Мы не смогли бы отыскать более живого образа этих мучений, нежели тот, что находим во всей полноте художественного развития Джойса, в котором эта диалектика проглядывает образцово — как в прямых высказываниях о поэтике, дошедших до нас, так и в самой структуре произведений. У Джойса поиски произведения искусства, которое представало бы как эквивалент целого мира, движется всегда в одном-единственном направлении: от упорядоченного универсума «Суммы», знакомого ему с детских и юношеских лет, к тому универсуму, который разворачивается в «Помине», к универсуму открытому, постоянно расширяющемуся и распространяющемуся, который, однако же, должен обладать моделью порядка, правилом прочтения, определяющим его уравнением — наконец, некой формой.
Юношеские попытки
В начале века юному художнику примерно восемнадцать лет. Схоластическая культура, усвоенная им за время обучения в лицее, уже вступает в стадию кризиса. И именно в эти годы происходит встреча с Джордано Бруно, ставшая для Джойса тем же, чем на деле стала философия Бруно для современной мысли: мостиком от Средневековья к новому натурализму. В Джойсе вызревает троякое отречение, которое замкнет его в изгнании вплоть до самого конца. Теперь он уже оценил, чтó такое ересь, он знает и принимает ее: «Он сказал, чтó Бруно был чудовищным еретиком. Я ответил, что его чудовищно сожгли».[58][59]

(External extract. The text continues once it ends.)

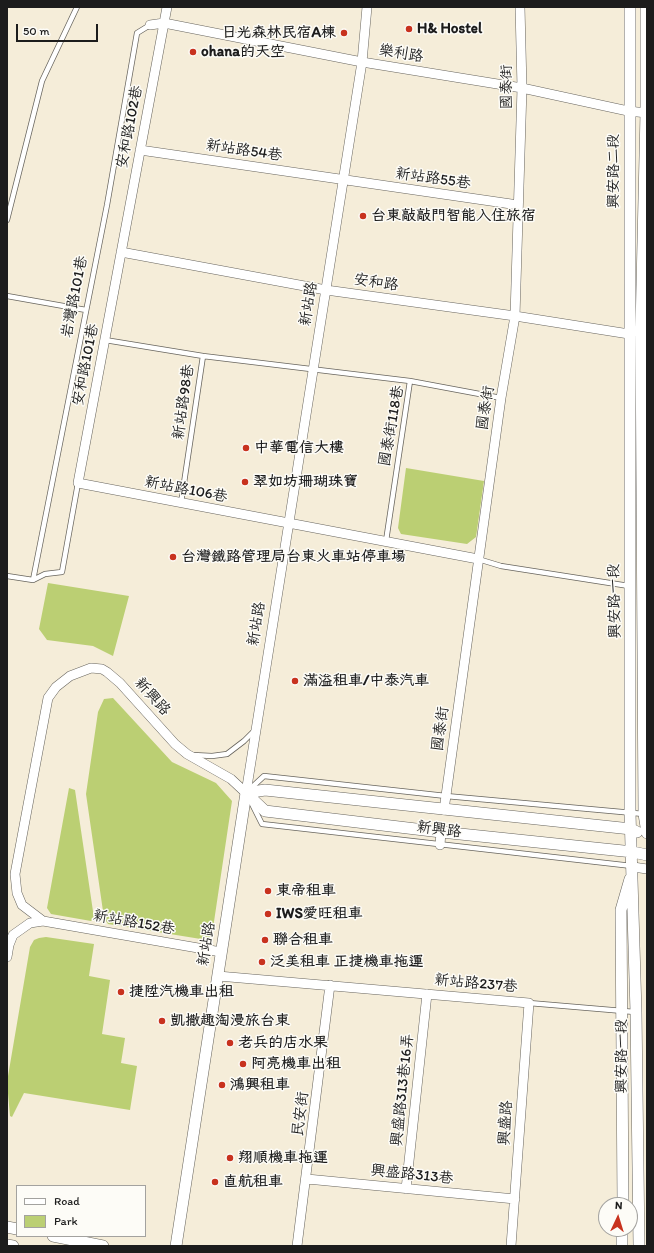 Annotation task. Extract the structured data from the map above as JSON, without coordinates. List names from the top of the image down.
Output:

Стряхнув со своих плеч ортодоксию, Джойс открывается навстречу новым веяниям, приходящим к нему из ирландской литературной полемики, от великих проблем, волнующих мировую литературу: с одной стороны, символисты, поэты кельтского возрождения, Патер[60] и Уайльд; с другой — Ибсен и реализм Флобера (но также любовь последнего к хорошо написанной странице, к слову, его абсолютная преданность эстетическому идеалу).
В эти годы были написаны четыре основных текста: лекция «Drama and Life» («Драма и жизнь»), прочитанная в 1900 году, статья «Ibsen’s New Drama» («Новая драма Ибсена»), опубликованная в том же году в «Fotrnightly Review» («Двухнедельном обозрении»), памфлет «The Day of the Rabblement» («Торжество черни»), опубликованный в 1901 году, и, наконец, в 1902 году — эссе «James Clarence Mangan» («Джеймс-Кларенс Мэнган»[61]). В этих четырех сочинениях сгущены все противоречия, раздиравшие юного художника[62].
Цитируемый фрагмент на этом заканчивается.